Lyndsey Gilpin, founder of Southerly, an online magazine, near her home in Louisville, Ky.CreditAndrew Spear for The New York Times
In July, Southerly grew into a full-fledged “independent media organization” that “covers the intersection of ecology, justice and culture in the American South,” according to its new website, and already it is taking no prisoners. The site — in partnership with The Montgomery Advertiser and Scalawag — launched with a four-part series on the breakout of tropical diseases in the rural South owing to failing sewage infrastructure.

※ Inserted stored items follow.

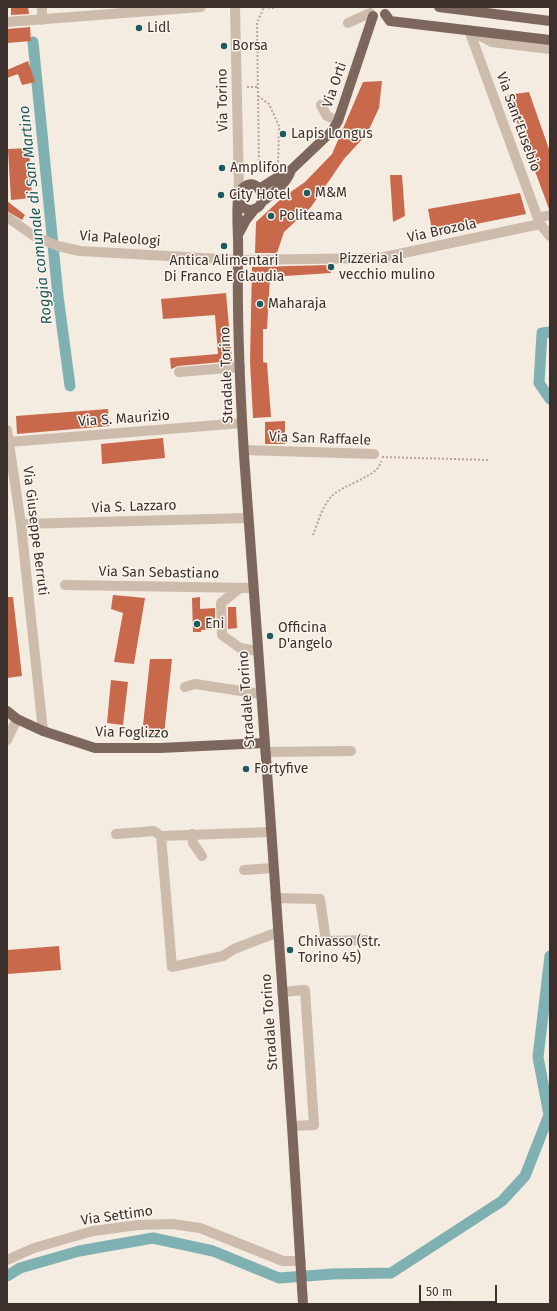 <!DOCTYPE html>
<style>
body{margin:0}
#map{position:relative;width:557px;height:1311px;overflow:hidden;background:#f4ebe1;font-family:"Fira Sans",sans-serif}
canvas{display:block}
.frame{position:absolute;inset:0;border:8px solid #3b302b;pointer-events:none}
.scale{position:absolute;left:419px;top:1285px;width:78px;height:18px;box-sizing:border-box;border:2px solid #3b302b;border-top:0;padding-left:5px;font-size:12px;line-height:14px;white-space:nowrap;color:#3b302b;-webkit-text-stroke:3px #fbf5ee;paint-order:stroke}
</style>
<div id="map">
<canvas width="557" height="1311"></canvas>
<div class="frame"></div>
<div class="scale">50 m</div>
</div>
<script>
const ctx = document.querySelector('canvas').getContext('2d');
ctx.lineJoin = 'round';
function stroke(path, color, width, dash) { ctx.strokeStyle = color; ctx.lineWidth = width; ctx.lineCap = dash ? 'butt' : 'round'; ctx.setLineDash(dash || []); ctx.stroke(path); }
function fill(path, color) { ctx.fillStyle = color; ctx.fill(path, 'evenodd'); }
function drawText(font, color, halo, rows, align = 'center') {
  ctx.font = font + ' "Fira Sans",sans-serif'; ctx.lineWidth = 3; ctx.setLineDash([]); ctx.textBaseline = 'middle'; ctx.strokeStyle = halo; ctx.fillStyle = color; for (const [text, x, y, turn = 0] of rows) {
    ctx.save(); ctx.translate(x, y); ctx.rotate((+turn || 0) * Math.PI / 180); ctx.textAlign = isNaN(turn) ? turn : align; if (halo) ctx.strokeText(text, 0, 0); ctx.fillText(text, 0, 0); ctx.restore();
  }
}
const canal = new Path2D(`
 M33 42 58 296 70 386
 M550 332 542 333 539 383 550 399
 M7 1276 20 1268 79 1251 153 1238 213 1251 279 1278 333 1274 391 1273 502 1201 525 1176 549 1115 538 1057 550 956`);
const building = new Path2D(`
 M11 7H28L29 14 11 15Z
 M30 27 31 41 7 43V29Z
 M28 61 35 82 22 85 18 74 7 78V70Z
 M382 81 379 108 367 134 344 159 311 207 284 232 277 253H255L256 222 282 198 305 182 332 154 363 82Z
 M529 92 550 152V209H549L507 95Z
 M29 148 32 198 11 200 8 149Z
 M390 175H402L405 216 393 222Z
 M520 193 526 214 481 223 433 235 428 209Z
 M7 201 25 215 22 220 7 211Z
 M330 265 331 273 270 277 267 329H263V362L267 363 271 417 253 418 250 361 252 267Z
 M226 293 232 361 178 366 171 369 170 358 218 354 215 315 163 319 161 299Z
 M108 409 109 426 17 434 16 416Z
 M285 421V444H265V422Z
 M163 438 165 458 102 464 101 444Z
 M113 595 145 598 134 664 114 662 123 613 111 609Z
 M7 597H13L22 676 7 678Z
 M200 597V609L215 608V629L201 630V632H193L192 598Z
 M228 607H236L237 628 228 629Z
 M150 659H172L164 735H142Z
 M111 680 128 682 123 725 107 723Z
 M59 946 61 970 7 974V950Z`);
const path = new Path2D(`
 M264 7 272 8 277 7
 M247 87H258
 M258 96 269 104 279 126 278 166
 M248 165H259L270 171
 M259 165 257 23 264 7
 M382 457 488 460
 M313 535C318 523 322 506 332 496 343 484 379 477 381 461`);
const minor = new Path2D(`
 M42 7V20
 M235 7 239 191
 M7 22 201 7
 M348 23 370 13
 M469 30 540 224 550 236
 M471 31 492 42 550 49
 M321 105 327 116 338 121
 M7 217 34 236 58 246 80 251 238 260 380 258 540 224
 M538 218 550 215
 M179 372 240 367
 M7 430 21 524 43 731
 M9 442 242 423
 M244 450 374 454
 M21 524 248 518
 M65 585 253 588
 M240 588 221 603 222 635 240 648 258 651
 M185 687 195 684 261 694
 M7 740 17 719
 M265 752 351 751
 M271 832 161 836 172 967 223 956 234 949 278 932
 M116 834 154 831 161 836
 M192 834 193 843 202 856
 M244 870 273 868
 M275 898 320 899 326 941 367 940
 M282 992 305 990 314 1125 292 1126
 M7 1260 34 1248 93 1231 138 1225 172 1224 200 1228 283 1261H301`);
const major = new Path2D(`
 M439 7 550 21
 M385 14 390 21 550 40
 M259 189 286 172 291 170 332 131 338 121 373 16
 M238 201C248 219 268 206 261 192 255 178 239 185 238 199 236 219 239 238 238 259 237 324 240 390 244 455 260 679 277 902 292 1126 296 1185 299 1245 303 1304
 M262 202C273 193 287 184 291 170
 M238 235 246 220 254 210
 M7 711 17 719 43 731 95 748H160L264 743`);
const markers = [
 [139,28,4,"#1f5a5e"],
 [224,46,4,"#1f5a5e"],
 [283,134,4,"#1f5a5e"],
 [222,168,4,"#1f5a5e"],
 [307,193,4,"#1f5a5e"],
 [221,195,4,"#1f5a5e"],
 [271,216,4,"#1f5a5e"],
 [224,246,4,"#1f5a5e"],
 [331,267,4,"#1f5a5e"],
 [260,304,4,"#1f5a5e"],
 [197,624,4,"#1f5a5e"],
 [270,636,4,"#1f5a5e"],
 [246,769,4,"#1f5a5e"],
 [290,950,4,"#1f5a5e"]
];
const poiNames = [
 ["Lidl",147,28],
 ["Borsa",232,46],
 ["Lapis Longus",291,134],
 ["Amplifon",230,168],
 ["M&M",315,193],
 ["City Hotel",229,195],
 ["Politeama",279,216],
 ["Pizzeria al",339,259],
 ["vecchio mulino",339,275],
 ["Antica Alimentari",224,261,"center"],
 ["Di Franco E Claudia",224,277,"center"],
 ["Maharaja",268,304],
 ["Eni",205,624],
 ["Officina",278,628],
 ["D'angelo",278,644],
 ["Fortyfive",254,769],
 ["Chivasso (str.",298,942],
 ["Torino 45)",298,958]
];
const streetNames = [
 ["Via Orti",335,85,-71],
 ["Via Torino",223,100,-91],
 ["Via Sant'Eusebio",518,122,70],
 ["Via Brozola",442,231,-12],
 ["Via Paleologi",120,239,4],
 ["Stradale Torino",227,375,-92],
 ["Via S. Maurizio",124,419,-4],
 ["Via San Raffaele",320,439,2],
 ["Via S. Lazzaro",134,507,-2],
 ["Via Giuseppe Berruti",35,531,83],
 ["Via San Sebastiano",159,573,1],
 ["Stradale Torino",247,699,-94],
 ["Via Foglizzo",132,733,1],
 ["Stradale Torino",270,1022,-94],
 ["Via Settimo",117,1216,-8]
];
const waterNames = [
 ["Roggia comunale di San Martino",36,215,-96]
];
stroke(canal, '#7fb0b2', 11);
fill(building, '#c8694b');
stroke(path, '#b9a596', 2, [2, 2]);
stroke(minor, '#cdbbac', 10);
stroke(major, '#7d675c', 10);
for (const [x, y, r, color] of markers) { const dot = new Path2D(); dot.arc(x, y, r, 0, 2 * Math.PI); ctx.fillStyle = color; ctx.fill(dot); stroke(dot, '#fbf5ee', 1.5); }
drawText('14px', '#3b302b', '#fbf5ee', poiNames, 'left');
drawText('14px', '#3b302b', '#fbf5ee', streetNames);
drawText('italic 15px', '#1f5a5e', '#fbf5ee', waterNames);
</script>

On Sept. 22, Southerly will convene a public discussion in Hayneville, Ala., about poverty-related illnesses and how communities can address the governmental crisis that spawned them.
Southerly’s mission statement sets out some uncompromising goals: “This region stands to bear the brunt and lose the most from the effects of climate change. It is experiencing massive economic shifts from a changing energy industry. The South is the fastest urbanizing area of the United States, but it is also the most economically distressed. Southerners deserve a publication that covers the nuances of their environment, history and communities without being condescending or stereotypical, without parachuting in from large metropolitan areas. The rest of the world deserves to know about the creative ways communities here are adapting to these changes, and the challenges that come with that.”
You could almost call it a mission statement for celebrating — and transforming — the South itself.